:: WHAT THE EXERCISE ASKS ::
Pictures excluded, please retype exactly the lines from the start of the data through the line that contains "flex:none; width:55px; height:55px;", both ends kept, and nothing beyond them.

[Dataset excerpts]
____________________

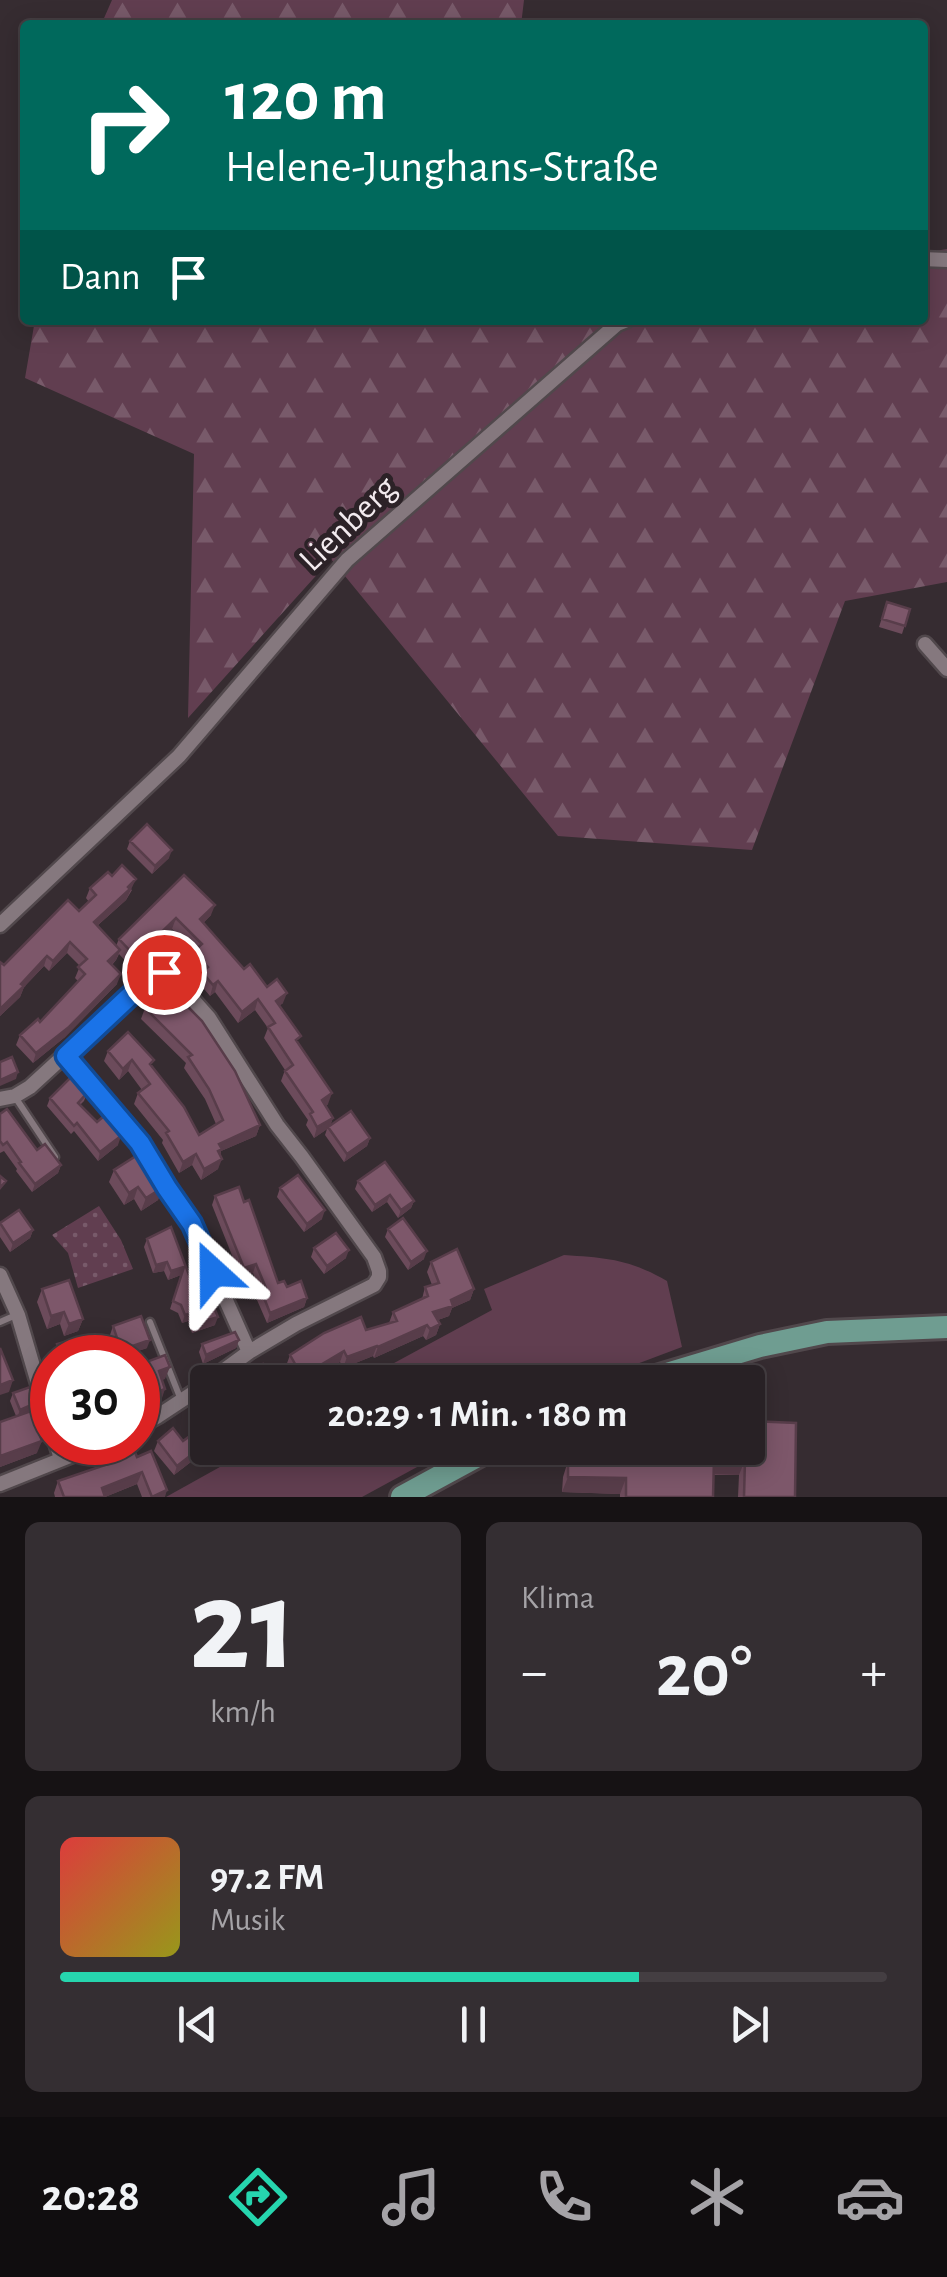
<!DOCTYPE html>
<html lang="de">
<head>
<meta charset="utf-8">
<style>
	:root { --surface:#282125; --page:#342e32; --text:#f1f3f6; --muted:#a5a3a7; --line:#443e42; --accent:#26d5ae }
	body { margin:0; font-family:"Alegreya Sans",sans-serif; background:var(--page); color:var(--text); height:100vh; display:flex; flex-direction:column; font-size:38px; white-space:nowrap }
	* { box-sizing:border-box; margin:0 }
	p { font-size:32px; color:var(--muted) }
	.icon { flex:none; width:55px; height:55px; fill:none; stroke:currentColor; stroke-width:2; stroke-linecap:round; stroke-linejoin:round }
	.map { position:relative; height:1497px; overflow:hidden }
	.panel { display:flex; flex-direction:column; gap:25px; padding:25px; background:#161214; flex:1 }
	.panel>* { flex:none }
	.hud { position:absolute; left:20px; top:20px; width:908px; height:305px; border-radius:10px; box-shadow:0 5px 25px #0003,0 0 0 2px var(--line); background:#00695c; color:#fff; overflow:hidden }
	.speed { position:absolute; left:30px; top:1335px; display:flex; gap:20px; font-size:50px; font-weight:700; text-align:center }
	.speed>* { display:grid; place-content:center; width:130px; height:130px; border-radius:50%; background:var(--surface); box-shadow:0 5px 25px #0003,0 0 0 2px var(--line); line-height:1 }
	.speed .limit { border:15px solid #d22; background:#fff; color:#111 }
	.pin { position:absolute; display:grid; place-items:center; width:85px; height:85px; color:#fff; margin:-42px; border:5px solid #fff; border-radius:50%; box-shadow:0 2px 10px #0007 }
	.me { position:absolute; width:110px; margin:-55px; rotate:336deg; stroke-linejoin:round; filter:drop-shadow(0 0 8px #0008) }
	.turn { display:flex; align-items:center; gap:35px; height:210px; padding:0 40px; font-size:45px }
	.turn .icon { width:130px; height:130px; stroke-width:2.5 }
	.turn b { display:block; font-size:70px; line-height:85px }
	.then { display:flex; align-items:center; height:95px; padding:0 40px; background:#0003; gap:20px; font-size:38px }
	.big { font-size:75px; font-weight:600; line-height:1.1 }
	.panel .tile { flex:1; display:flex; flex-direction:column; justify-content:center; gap:15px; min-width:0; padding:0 35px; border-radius:15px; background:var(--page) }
	.panel .dial { align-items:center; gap:0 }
	.dial b { font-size:130px; line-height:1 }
	.song { display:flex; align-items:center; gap:30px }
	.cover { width:120px; height:120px; border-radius:15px; background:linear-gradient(135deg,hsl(0 70% 55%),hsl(60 70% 35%)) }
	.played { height:10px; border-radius:5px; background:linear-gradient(90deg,var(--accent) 70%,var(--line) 70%) }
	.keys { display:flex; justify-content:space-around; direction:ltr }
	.heat { display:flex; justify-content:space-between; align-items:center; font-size:55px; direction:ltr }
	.panel .tiles { flex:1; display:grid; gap:25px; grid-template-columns:1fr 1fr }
	.tile:last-child { grid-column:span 2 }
	.trip { position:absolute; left:190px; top:1365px; width:575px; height:100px; border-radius:10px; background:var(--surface); box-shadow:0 5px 25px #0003,0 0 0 2px var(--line); font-weight:600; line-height:100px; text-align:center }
	.dock { display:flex; height:160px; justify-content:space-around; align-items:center; background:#100d0f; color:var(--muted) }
	.dock .icon { width:70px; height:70px }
	.dock .active { color:var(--accent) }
	.dock b { font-size:45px; color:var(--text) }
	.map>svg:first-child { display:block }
	.grass { fill:#613e50 }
	.forest { fill:url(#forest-firs) }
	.park { fill:url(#park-dots) }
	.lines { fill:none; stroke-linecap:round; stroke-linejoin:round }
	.lane-casing { stroke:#51484c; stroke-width:11 }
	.street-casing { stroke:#51484c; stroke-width:19 }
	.primary-casing { stroke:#51484c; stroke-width:28 }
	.lane { stroke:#85787e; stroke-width:6 }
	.street { stroke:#85787e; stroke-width:14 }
	.primary { stroke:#6f9d91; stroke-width:22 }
	.wall { fill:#6c4b5b }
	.shaded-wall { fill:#583d4a }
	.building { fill:#7d576a; stroke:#583d4a; stroke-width:2.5 }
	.route-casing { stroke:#114b97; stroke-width:25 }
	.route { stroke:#1a73e8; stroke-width:18 }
	.labels { text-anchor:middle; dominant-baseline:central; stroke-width:10; stroke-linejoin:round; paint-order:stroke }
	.street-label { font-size:35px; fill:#f3ebef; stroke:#2c2227 }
</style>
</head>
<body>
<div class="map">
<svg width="947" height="1497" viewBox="0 0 947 1497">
	<defs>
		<pattern id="forest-firs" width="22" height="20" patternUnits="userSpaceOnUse" patternTransform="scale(2.5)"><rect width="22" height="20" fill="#613e50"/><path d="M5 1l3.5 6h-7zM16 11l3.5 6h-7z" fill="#785a6a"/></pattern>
		<pattern id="park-dots" width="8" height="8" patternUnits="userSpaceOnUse" patternTransform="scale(2.5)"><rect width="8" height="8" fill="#613e50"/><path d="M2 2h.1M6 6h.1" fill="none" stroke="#785a6a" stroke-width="1.8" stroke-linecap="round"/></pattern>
	</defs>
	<rect width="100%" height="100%" fill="#362c31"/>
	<path class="grass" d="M564,1255C607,1258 629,1259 667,1281L682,1347L589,1382H359L492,1310L484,1289Z
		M254,1448H452L362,1497H166Z"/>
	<path class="forest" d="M112,0H524L521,25H101Z
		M947,249V582L845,601L752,850L558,836L331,559L188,718L194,454L25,378L35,320H922L923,253Z"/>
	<path class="park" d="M99,1206L121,1240L133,1269L78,1288L68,1253L52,1235Z"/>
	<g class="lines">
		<defs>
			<path id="lane" d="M15,1097L55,1157
				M0,1322L16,1315
				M150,1322L181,1400"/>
			<path id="street" d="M922,259L947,260
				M925,644L947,669
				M0,925L179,756L347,560L617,324L627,320
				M66,1056L140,1143L167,1189L192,1224L249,1352
				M0,1099L15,1096L30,1087L150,977L164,972L171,975L209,1018L277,1125L302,1157L374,1257L379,1271V1277L374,1285L296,1324L249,1352L208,1382
				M0,1275L18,1315L52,1431
				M138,1427L158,1416L208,1383
				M56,1442L61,1459
				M0,1484L105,1442"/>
			<path id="primary" d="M640,1382L760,1346L827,1332L947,1327
				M402,1497L492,1448"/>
		</defs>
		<use href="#lane" class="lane-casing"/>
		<use href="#street" class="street-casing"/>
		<use href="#primary" class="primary-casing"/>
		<use href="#lane" class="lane"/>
		<use href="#street" class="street"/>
		<use href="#primary" class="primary"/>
	</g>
	<path class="wall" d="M887,602L910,609L902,634L879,627Z
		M130,841L169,858L152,874L127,849Z
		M184,875L211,915L203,923L244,969L267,987L283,1003L279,1006L328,1104L326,1106L333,1118L330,1126L370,1138L367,1146L344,1162L325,1135L327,1129L314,1138L306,1125L308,1120L281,1081L285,1070L264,1038L268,1028L255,1010L238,1023L215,992L210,996L199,983L202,975L190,961L195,951L172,929L132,968L119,954L116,960L112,965L117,984L65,1037L33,1063L16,1045L20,1035L40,1022L78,981L75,978L80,966L67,953L49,971L44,966L24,987L20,997L0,1016V962L4,965L79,911L89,902L86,898L90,888L112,876L132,890L126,900L97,926L116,946L119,939Z
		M145,1008L260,1125L256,1136L221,1151L218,1169L201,1180L192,1165L179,1173L162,1143L163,1140L134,1104L138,1093L142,1090L128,1071L119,1080L104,1061L108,1051L152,1066L199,1135L216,1124L205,1099L184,1068L186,1063L141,1019Z
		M87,1093L84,1101L80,1105L118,1145L98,1161L74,1131L71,1134L47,1106L50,1098Z
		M0,1114L37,1150L61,1165L58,1173L32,1192L16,1171L17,1169L4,1151L0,1153Z
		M144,1168L162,1188L158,1200L141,1211L134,1199L124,1205L109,1182L114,1170Z
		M358,1181L414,1201L411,1208L398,1218L387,1202L372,1212L355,1189Z
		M280,1188L322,1219L304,1232L277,1197Z
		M215,1196L244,1202L278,1283L307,1298L304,1307L267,1323L257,1300L260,1292L253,1273L241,1278L212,1205Z
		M0,1223L33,1230L30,1238L10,1252L0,1237Z
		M388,1229L424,1259L408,1270L385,1237Z
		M147,1239L192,1283L215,1325L192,1333L188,1321L182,1323L178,1313L170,1309L181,1275L168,1280L164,1271L153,1273L144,1247Z
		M314,1248L346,1258L324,1274L311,1257Z
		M431,1262L474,1289L470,1300L452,1308L449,1316L438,1320L440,1324L436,1335L426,1340L423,1336L374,1358L373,1356L343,1368L340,1362L305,1382H296L286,1366L290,1355L389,1323L393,1312L422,1299L425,1287L432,1285L427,1272Z
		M42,1289L83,1319L78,1331L64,1336L60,1324L47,1329L37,1302Z
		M113,1326L147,1348L117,1358L110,1335Z
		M239,1340L236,1348L203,1364L199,1352L202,1344Z
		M57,1344L87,1358H56L54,1352Z
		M13,1393L36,1403L32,1412L37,1453L0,1467V1422L16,1416L10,1401Z
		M208,1407V1448H209L174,1475L154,1451L158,1441H183L205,1425L201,1419L205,1410Z
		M674,1448H748L795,1497H738L739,1475H714L713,1497H620V1494L562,1492L563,1477L568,1461L674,1464Z
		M103,1452L137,1457L165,1497H142L137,1484L105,1497H55L54,1493L58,1481L99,1467L98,1464Z"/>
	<path class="shaded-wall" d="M172,850L169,858L152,874L155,866Z
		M136,879L126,900L90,932L94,922Z
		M215,905L211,915L197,930L200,919Z
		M176,918L172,929L132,968L136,957Z
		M70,942L67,953L49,971L53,961Z
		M120,950L116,960L105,971L108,961Z
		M47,956L44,966L24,987L20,997L0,1016V1009L21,984Z
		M121,974L117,984L65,1037L33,1063L36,1053Z
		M218,981L215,992L210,996L213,985Z
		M287,993L283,1003L272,1011L276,1001Z
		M258,999L255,1010L238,1023L242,1012Z
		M132,1060L128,1071L119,1080L123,1069Z
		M18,1072L16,1079L0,1086V1080Z
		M332,1093L328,1104L318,1111L322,1100Z
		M333,1118L329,1128L314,1138L317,1127Z
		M260,1125L256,1136L221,1151L219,1159V1144Z
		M121,1136L118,1145L98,1161L100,1152Z
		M370,1138L367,1146L344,1162L347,1154Z
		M196,1154L192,1165L179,1173L183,1162Z
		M222,1159L218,1169L201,1180L204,1169Z
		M61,1165L58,1173L32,1192L35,1184Z
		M138,1187L134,1199L124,1205L129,1193Z
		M162,1188L158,1200L141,1211L146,1198Z
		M390,1195L387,1202L372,1212L375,1205Z
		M414,1201L411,1208L398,1218L401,1210Z
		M325,1210L322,1219L304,1232L307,1224Z
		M33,1230L30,1238L10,1252L13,1243Z
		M349,1250L346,1258L324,1274L327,1266Z
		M427,1251L424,1259L408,1270L411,1262Z
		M167,1262L164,1271L153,1273L156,1265Z
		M256,1264L253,1273L241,1278L244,1268Z
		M184,1267L181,1275L168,1280L171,1271Z
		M474,1289L470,1300L452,1308L449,1316L429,1323L433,1312L451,1300Z
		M307,1298L304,1307L267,1323L270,1313Z
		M64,1312L60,1324L47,1329L51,1316Z
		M191,1313L188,1321L182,1323L185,1315Z
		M218,1317L215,1325L192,1333L195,1324Z
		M83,1319L78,1331L64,1336L69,1324Z
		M440,1324L436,1335L426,1340L430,1329Z
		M427,1325L423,1336L374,1358L378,1347Z
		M150,1340L147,1348L118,1358L121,1350Z
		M239,1340L236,1348L203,1364L206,1355Z
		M377,1346L373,1356L343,1368L347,1357Z
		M344,1351L340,1362L305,1382H300L302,1376Z
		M170,1367L165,1379L154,1384L159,1371Z
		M13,1380L9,1392L0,1395V1385Z
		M165,1389L161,1401L138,1410V1400Z
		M36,1403L33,1412L17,1418L20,1410Z
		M42,1441L37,1453L0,1467V1456Z
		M208,1442V1448H209L174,1475L177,1466Z
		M714,1459L745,1460L739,1475L709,1474Z
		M142,1472L137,1484L105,1497H98L102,1488Z
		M568,1477L626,1478L620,1494L562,1492Z
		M167,1490L165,1497H152Z"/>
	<path class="building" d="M887,602L910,609L905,626L882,619Z
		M147,824L172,850L155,866L130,841Z
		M122,865L136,879L128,887L130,889L94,922L120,950L108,961L121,974L69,1027L36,1053L20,1035L38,1019L40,1022L85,974L78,967L87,959L70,942L53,961L47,956L21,984L24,986L0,1009V962L4,965L68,900L79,911L96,895L90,888L108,872L112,876Z
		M184,875L215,905L200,919L244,969L250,964L267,987L277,979L287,993L276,1001L301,1036L296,1040L332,1093L322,1100L333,1118L317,1127L310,1114L313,1112L285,1071L293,1065L268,1027L275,1023L258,999L242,1012L218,981L213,985L202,972L208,967L194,951L202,944L176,918L136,957L119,939Z
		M167,986L202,1021L235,1071L260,1125L219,1144L222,1149L218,1151L222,1159L204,1169L196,1154L183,1162L166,1133L169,1131L138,1093L150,1084L132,1060L123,1069L108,1051L128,1032L154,1060L150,1064L184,1107L199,1135L223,1120L209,1089L188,1057L192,1055L145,1008Z
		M12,1057L18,1072L0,1080V1062Z
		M72,1076L87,1093L78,1103L97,1122L104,1116L121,1136L100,1152L77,1123L74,1126L50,1098Z
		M7,1109L37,1150L45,1144L61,1165L35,1184L19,1163L21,1162L7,1142L3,1145L0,1141V1114Z
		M351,1111L370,1138L347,1154L328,1127Z
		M136,1156L144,1168L148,1166L162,1188L146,1198L138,1187L129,1193L114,1170Z
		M385,1162L414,1201L401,1210L390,1195L375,1205L358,1181Z
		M298,1175L325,1210L307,1224L280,1188Z
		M0,1176L6,1181L0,1188Z
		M239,1187L244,1202L249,1200L278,1283L284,1281L287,1287L301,1281L307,1298L270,1313L261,1290L266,1288L256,1264L244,1268L215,1196Z
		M19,1210L33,1230L13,1243L0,1223Z
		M403,1218L427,1251L411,1262L388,1229Z
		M171,1227L192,1283L197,1281L201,1290L206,1288L218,1317L195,1324L191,1313L185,1315L181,1305L173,1301L184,1267L171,1271L167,1262L156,1265L147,1239Z
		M336,1233L349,1250L327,1266L314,1248Z
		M457,1249L474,1289L451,1300L453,1306L433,1312L440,1324L430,1329L427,1325L378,1347L377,1346L347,1357L344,1351L302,1376L290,1355L324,1333L361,1317L366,1330L397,1321L393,1312L428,1296L425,1287L439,1283L431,1262Z
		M69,1280L83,1319L69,1324L64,1312L51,1316L42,1289Z
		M141,1316L150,1340L121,1350L113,1326Z
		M235,1332L239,1340L206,1355L202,1344Z
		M81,1337L87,1358H61L57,1344Z
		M0,1348L13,1380L0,1385Z
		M165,1355L170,1367L159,1371L165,1389L138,1400V1365Z
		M263,1364L276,1382H240Z
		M30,1387L36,1403L20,1410L13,1393Z
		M31,1411L42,1441L0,1456V1422Z
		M748,1421L796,1423L795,1497H744L745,1460L714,1459L713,1497H626V1478L568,1477V1461L679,1464L680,1448H748Z
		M208,1423V1442L177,1466L158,1441L173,1428L183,1441Z
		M127,1442H131L137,1457L151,1451L167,1490L152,1497L142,1472L102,1488L105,1497H64L58,1481L108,1464L103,1452Z"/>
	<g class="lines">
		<defs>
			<path id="route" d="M164,972L150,977L66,1056L140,1143L167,1188L192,1224L213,1272"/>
		</defs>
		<use href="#route" class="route-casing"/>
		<use href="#route" class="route"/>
	</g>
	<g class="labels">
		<g class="street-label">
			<text transform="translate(348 524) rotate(-44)">Lienberg</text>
		</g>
	</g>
</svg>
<div class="speed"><div class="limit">30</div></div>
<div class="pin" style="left:164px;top:972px;background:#d93025"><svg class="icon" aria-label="arrive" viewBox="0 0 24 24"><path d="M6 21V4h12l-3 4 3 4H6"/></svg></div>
<svg class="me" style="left:213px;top:1272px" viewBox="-20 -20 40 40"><path d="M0-17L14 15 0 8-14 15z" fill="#1a73e8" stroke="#fff" stroke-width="4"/></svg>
<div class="trip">20:29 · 1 Min. · 180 m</div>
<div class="hud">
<div class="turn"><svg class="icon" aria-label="right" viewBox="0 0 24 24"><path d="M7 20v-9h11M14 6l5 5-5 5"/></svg><div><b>120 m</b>Helene-Junghans-Straße</div></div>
<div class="then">Dann<svg class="icon" aria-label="arrive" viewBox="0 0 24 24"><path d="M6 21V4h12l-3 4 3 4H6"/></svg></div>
</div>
</div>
<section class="panel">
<div class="tiles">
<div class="tile dial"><b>21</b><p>km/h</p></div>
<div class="tile"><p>Klima</p>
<div class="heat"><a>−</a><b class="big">20°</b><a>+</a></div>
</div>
<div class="tile">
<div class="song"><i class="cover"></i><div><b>97.2 FM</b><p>Musik</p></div></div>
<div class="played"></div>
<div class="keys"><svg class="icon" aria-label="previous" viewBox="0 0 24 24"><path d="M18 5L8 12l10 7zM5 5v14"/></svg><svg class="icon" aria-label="pause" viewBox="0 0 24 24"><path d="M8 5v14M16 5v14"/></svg><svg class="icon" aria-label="next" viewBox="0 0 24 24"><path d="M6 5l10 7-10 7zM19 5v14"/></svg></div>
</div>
</div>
</section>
<nav class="dock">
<b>20:28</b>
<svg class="icon active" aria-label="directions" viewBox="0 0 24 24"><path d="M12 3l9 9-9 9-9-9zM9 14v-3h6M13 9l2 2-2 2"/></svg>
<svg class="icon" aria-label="music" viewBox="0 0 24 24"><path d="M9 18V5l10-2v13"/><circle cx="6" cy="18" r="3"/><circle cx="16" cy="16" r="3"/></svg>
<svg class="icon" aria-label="phone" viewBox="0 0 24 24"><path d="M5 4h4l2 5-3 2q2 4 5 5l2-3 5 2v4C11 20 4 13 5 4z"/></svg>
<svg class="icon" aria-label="climate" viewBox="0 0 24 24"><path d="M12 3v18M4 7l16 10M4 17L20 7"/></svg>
<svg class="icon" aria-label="car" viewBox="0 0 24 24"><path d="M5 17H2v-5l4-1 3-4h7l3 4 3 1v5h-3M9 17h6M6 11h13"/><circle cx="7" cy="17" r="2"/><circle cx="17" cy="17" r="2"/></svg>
</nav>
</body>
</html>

____________________

:: RESULT OF THE TASK ::
<!DOCTYPE html>
<html lang="de">
<head>
<meta charset="utf-8">
<style>
	:root { --surface:#282125; --page:#342e32; --text:#f1f3f6; --muted:#a5a3a7; --line:#443e42; --accent:#26d5ae }
	body { margin:0; font-family:"Alegreya Sans",sans-serif; background:var(--page); color:var(--text); height:100vh; display:flex; flex-direction:column; font-size:38px; white-space:nowrap }
	* { box-sizing:border-box; margin:0 }
	p { font-size:32px; color:var(--muted) }
	.icon { flex:none; width:55px; height:55px; fill:none; stroke:currentColor; stroke-width:2; stroke-linecap:round; stroke-linejoin:round }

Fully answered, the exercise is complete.